__How to complete this task__. Where in the entries below does "rows" appear? Copy every line that has it.

[Items listed in a dataset]
----

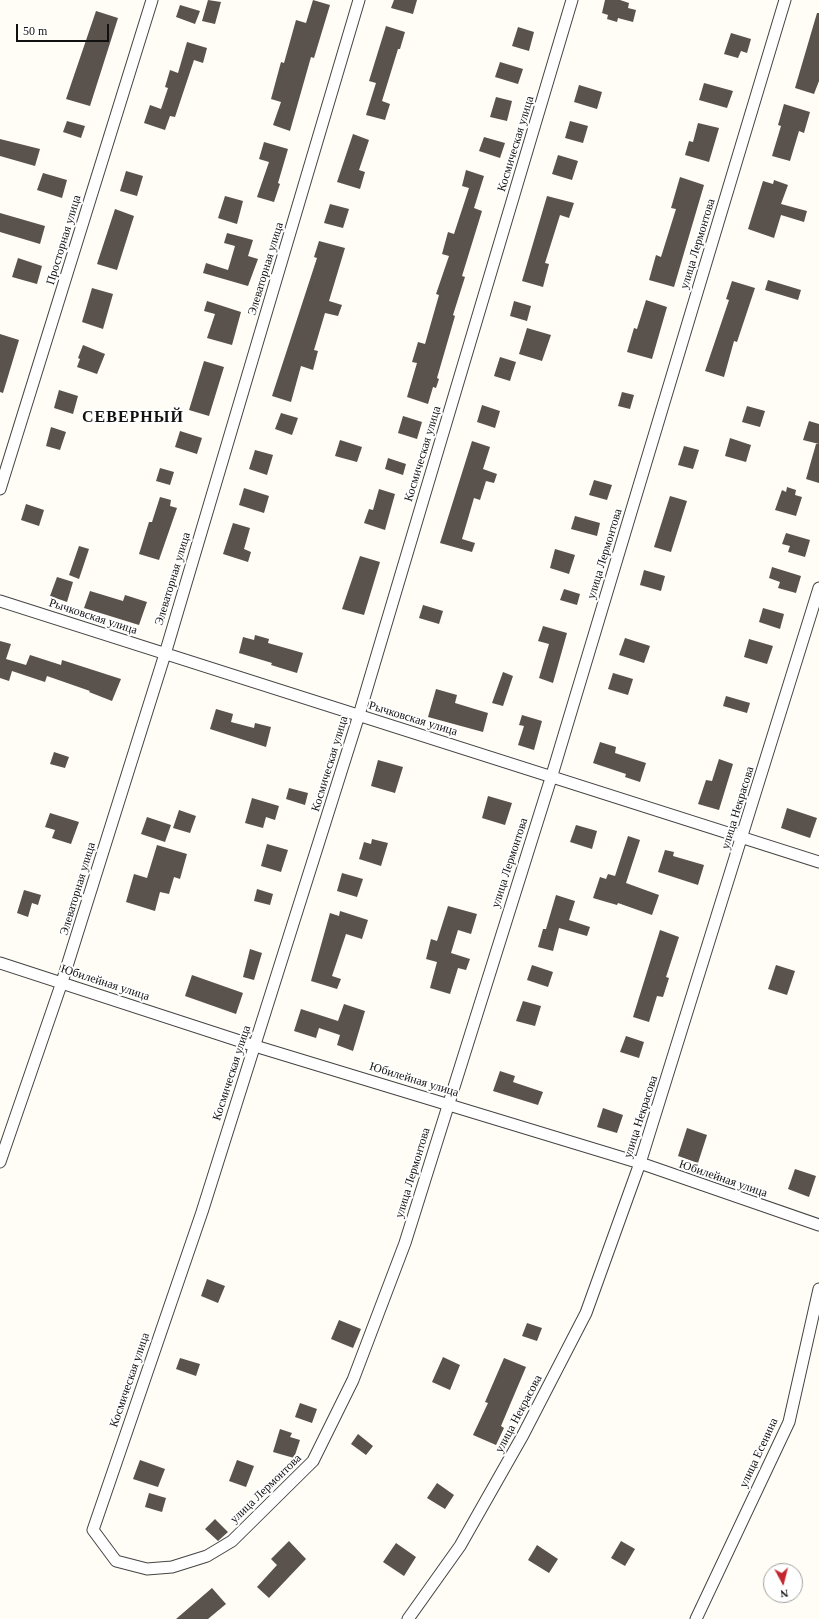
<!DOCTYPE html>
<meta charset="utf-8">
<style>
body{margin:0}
#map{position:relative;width:819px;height:1619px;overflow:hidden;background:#fffdf5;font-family:"Times New Roman",serif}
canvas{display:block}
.north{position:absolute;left:763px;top:1563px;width:40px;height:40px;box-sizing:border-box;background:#fff;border:1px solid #a0a0a0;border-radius:50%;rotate:173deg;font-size:11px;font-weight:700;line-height:16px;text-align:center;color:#111}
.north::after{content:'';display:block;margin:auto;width:14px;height:18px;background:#c4262e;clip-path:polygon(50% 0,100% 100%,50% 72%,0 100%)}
.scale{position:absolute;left:16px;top:24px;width:93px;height:18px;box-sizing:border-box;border:2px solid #111;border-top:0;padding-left:5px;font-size:12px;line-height:14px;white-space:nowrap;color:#111;-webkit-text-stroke:3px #fff;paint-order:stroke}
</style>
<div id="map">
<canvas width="819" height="1619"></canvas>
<div class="north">N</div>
<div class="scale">50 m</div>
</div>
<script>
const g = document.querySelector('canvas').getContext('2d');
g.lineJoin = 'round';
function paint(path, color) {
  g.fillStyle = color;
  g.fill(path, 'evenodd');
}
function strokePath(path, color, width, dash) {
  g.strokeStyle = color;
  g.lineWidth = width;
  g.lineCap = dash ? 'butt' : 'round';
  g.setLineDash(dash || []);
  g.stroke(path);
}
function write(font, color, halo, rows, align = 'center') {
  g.font = font + ' "Times New Roman",serif';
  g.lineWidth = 4;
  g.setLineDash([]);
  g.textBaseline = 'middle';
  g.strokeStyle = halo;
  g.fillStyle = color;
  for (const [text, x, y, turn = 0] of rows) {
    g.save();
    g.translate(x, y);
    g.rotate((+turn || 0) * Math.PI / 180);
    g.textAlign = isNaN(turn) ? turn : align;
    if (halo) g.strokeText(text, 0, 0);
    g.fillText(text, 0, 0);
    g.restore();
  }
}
paint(new Path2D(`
 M208,0L221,2L215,24L202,21Z
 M313,0L330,5L314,58L311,57L290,131L273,125L281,102L271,99L281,62L284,63L296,20L306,23Z
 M394,0H417L413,14L391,8Z
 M605,0H620L629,3L628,8L636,10L633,22L618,18L617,22L607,19L608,15L602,13Z
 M180,5L200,11L195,24L176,17Z
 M96,11L118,18L90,106L66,99Z
 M817,13H819V81L814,94L795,88Z
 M386,26L405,32L400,49H398L382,101L390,104L385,120L366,115L376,83L369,81Z
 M518,27L534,32L529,51L512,46Z
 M731,33L751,39L747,53L741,51L738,58L724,54Z
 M187,42L207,48L203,63L194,60L175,117L170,116L165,130L144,123L150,105L161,109L168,88L165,87L170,70L178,73Z
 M500,62L523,69L518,84L495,77Z
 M704,83L733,91L727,108L699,100Z
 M579,85L602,92L597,109L574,102Z
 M496,97L512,101L507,121L490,117Z
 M784,104L810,112L804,133L799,131L790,161L772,156L781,126L778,125Z
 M67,121L85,126L81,138L63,132Z
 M570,121L588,126L583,143L565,138Z
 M698,123L719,128L709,162L685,155L689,141L693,142Z
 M353,134L369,140L359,170L365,172L360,189L337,182Z
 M484,137L505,143L500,158L479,151Z
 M0,139L40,149L35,166L0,156Z
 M264,142L288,149L278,183L280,184L274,202L257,197L269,162L259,159Z
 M558,155L578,161L572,180L552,174Z
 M466,170L484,176L474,208L482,211L462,276L465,277L453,315L455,316L437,378L439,379L436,388L433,387L428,404L407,397L417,363L412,362L418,342L425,344L439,295L436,294L449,256L442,254L448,232L454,234L469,188L462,186Z
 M126,171L143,176L137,196L120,191Z
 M43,173L67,180L62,198L37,190Z
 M680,177L704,185L674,287L649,280L656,255L661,257L676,209L671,208Z
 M774,180L788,185L781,204L807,211L804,222L781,215L774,238L748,229L763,181L773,184Z
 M225,196L243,201L237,224L218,218Z
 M547,196L574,203L569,218L560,215L545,263L549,264L543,287L522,281Z
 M330,204L349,209L343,228L324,223Z
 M115,209L134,216L117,270L97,264Z
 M0,213L45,226L40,244L0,232Z
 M227,233L253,240L248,256L258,259L248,286L203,273L206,263L228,270L235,246L224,243Z
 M319,241L345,248L329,301L342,305L338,316L325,313L314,350L318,351L313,370L301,366L291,402L272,396L317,258L314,257Z
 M18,258L42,266L37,284L12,277Z
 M768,280L801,290L798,300L765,290Z
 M732,281L755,288L737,342L734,341L724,377L705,371L729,300L726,299Z
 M92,288L113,294L103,329L82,322Z
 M646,300L667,307L652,359L627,352L634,328L637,329Z
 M207,301L241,312L232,345L207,338L215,314L204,311Z
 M514,301L531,306L527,321L510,316Z
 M527,328L551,335L542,361L519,354Z
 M0,334L19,340L3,393L0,392Z
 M83,345L105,354L97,374L77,367L80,359L78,358Z
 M500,357L516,362L510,381L494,376Z
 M204,361L224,367L209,416L189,410Z
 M59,390L78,396L73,414L54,408Z
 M622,392L634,395L630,409L618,406Z
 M482,405L500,411L495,428L477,422Z
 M747,406L765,411L760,427L742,422Z
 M281,413L298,418L292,435L275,429Z
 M403,416L422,422L417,439L398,433Z
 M809,421L819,424V483L806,479L816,444H819L803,440Z
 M51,427L66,432L60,450L46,446Z
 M180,431L202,438L197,454L175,447Z
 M730,438L751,445L746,462L725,456Z
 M340,440L362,447L357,462L335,456Z
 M472,441L490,447L483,469L497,474L494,483L486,481L480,500L474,498L462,539L475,543L472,552L440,543Z
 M684,446L699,450L693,469L678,465Z
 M255,450L273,455L267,475L249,469Z
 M388,458L406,464L403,475L385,469Z
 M160,468L174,472L170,485L156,481Z
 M594,480L612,485L607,500L589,495Z
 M787,487L796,490L795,495L802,497L796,516L775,510L782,490L786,492Z
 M244,488L269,496L264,513L239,505Z
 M379,489L395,494L385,530L364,523L369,509L373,510Z
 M670,496L687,501L671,552L654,547Z
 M160,497L171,500L170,506L177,508L159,560L139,554L149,522H152Z
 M26,504L44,510L39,526L21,520Z
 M575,516L600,523L597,536L571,529Z
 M233,523L250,528L244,549L251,552L248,562L223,554Z
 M786,533L810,540L805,557L788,552L790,546L782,544Z
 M79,546L89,549L79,579L69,575Z
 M555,549L575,555L569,574L550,568Z
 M360,556L380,562L364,615L342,609Z
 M772,567L801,576L796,593L778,588L780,582L769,578Z
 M644,570L665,576L661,591L640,585Z
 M57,577L73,582L67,602L50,596Z
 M564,589L580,594L577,605L560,600Z
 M90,591L123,601L125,595L147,602L139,625L84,608Z
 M423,605L443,611L439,624L419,618Z
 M763,608L784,614L780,629L759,622Z
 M543,626L567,633L553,683L539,678L549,644L538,641Z
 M255,635L269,639L268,643L303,653L297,673L271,665L272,663L239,653L243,637L254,640Z
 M625,638L650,646L644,663L619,655Z
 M749,639L773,646L767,664L744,657Z
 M0,641L11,644L6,659L26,665L30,655L61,665L62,660L121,679L112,701L89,692L90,691L47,676L45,682L12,671L9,681L0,678Z
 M503,672L513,676L503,706L492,703Z
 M613,673L633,679L628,695L608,689Z
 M436,689L457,695L455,703L488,713L483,732L428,717Z
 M726,696L750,703L747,713L723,706Z
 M216,709L233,714L231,722L254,728L255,723L271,727L266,747L210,729Z
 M522,715L542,721L534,750L518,745L524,726L519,725Z
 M600,742L616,747L615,753L646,763L640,782L625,777L626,774L593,763Z
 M54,752L69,757L65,768L50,764Z
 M719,759L733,764L719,810L698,804L706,780L712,781Z
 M378,760L403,767L395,793L371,786Z
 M289,788L308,793L305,805L286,799Z
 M488,796L512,803L505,825L482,818Z
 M252,798L279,806L275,820L266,817L263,828L245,823Z
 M787,808L817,818L810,838L781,828Z
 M179,810L196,816L190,833L173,828Z
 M50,813L79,822L71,844L52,838L55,830L45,827Z
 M147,817L171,825L165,842L141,834Z
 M576,825L597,831L592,849L570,842Z
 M628,836L640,840L626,883L659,895L652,915L618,903L617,905L593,898L600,877L606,879L608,874L615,876Z
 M372,839L388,843L381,866L359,859L364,842L371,844Z
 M267,844L288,850L281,872L261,866Z
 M157,845L187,854L180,879L174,877L169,894L160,892L155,911L126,902L134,874L147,878Z
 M665,850L674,852L673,856L704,865L698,885L658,872Z
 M342,873L363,879L357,897L337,891Z
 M257,889L273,894L270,905L254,901Z
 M24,890L41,895L38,905L32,903L28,917L17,913Z
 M556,895L575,901L569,920L590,927L587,936L559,928L553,951L538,947L543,929H546Z
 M448,906L477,914L471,934L458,930L451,953L470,959L466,970L458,968L450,994L430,988L437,962L426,959L431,939L437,941Z
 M340,911L368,920L362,939L346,934L332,976L341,979L337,989L311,981L330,913L339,916Z
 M660,930L679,937L666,977L669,978L663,997L657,996L649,1022L633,1017Z
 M250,949L262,953L254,980L243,977Z
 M532,965L553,972L548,987L527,980Z
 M776,965L795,971L787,995L768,989Z
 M192,975L243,993L236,1014L185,996Z
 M523,1001L541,1006L535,1026L516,1021Z
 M344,1004L365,1011L353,1051L337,1045L340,1035L319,1028L316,1038L294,1031L301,1009L338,1021Z
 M626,1036L644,1042L639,1058L620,1052Z
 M500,1071L515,1076L513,1082L543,1092L538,1105L493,1091Z
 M603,1108L623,1115L617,1133L597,1127Z
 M687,1128L707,1135L698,1163L678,1156Z
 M795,1169L816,1176L809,1197L788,1189Z
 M207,1279L225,1286L218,1303L201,1296Z
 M339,1320L361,1329L353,1348L331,1339Z
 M527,1323L542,1328L537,1341L522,1336Z
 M443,1357L460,1365L450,1390L432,1382Z
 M180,1358L200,1364L196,1376L176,1369Z
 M504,1358L526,1367L501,1426L504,1428L496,1445L473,1435L488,1403L485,1402Z
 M300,1403L317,1409L312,1423L295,1417Z
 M280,1429L292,1433L290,1437L300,1440L294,1458L273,1452Z
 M358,1434L373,1446L366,1455L351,1444Z
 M140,1460L165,1469L158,1487L133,1479Z
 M237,1460L254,1466L246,1487L229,1481Z
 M437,1483L454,1495L445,1509L427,1498Z
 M149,1493L166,1498L162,1512L145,1507Z
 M215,1519L228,1532L218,1541L205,1529Z
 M289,1541L306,1559L269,1598L257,1587L277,1565L271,1559Z
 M621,1541L635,1549L625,1566L611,1558Z
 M396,1543L416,1557L404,1576L383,1562Z
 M537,1545L558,1559L549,1573L528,1560Z
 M212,1588L226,1604L208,1619H176Z`), '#5a524d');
const street = new Path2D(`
 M572,0L359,715L202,1212L93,1530L116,1561L147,1569L172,1567L207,1556L232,1541L313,1461L353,1380L405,1243L552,775L785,0
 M0,489L152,0
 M0,601L819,862
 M0,963L255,1046L640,1163L819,1225
 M0,1162L62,982L165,654L359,0
 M408,1619L460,1546L523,1435L586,1313L640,1163L819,588
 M696,1619L789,1422L819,1289`);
strokePath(street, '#444', 13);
strokePath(street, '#fff', 11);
write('12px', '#111', '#fff', [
 ["Космическая улица",516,144,-73],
 ["Просторная улица",64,240,-73],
 ["улица Лермонтова",698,244,-73],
 ["Элеваторная улица",266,269,-73],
 ["Космическая улица",423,454,-73],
 ["улица Лермонтова",605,554,-73],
 ["Элеваторная улица",173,579,-73],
 ["Рычковская улица",93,617,18],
 ["Рычковская улица",413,719,17],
 ["Космическая улица",330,764,-73],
 ["улица Некрасова",738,808,-73],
 ["улица Лермонтова",510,863,-72],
 ["Элеваторная улица",78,889,-73],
 ["Юбилейная улица",105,983,18],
 ["Космическая улица",232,1073,-72],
 ["Юбилейная улица",414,1080,17],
 ["улица Некрасова",641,1117,-72],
 ["улица Лермонтова",413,1173,-73],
 ["Юбилейная улица",723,1179,19],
 ["Космическая улица",130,1380,-71],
 ["улица Некрасова",519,1414,-62],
 ["улица Есенина",759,1453,-65],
 ["улица Лермонтова",266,1489,-44]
]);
g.letterSpacing = '1px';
write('bold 16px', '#111', '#fff', [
 ["СЕВЕРНЫЙ",133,418]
]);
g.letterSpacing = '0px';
</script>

----

__Your response__.
function write(font, color, halo, rows, align = 'center') {
  for (const [text, x, y, turn = 0] of rows) {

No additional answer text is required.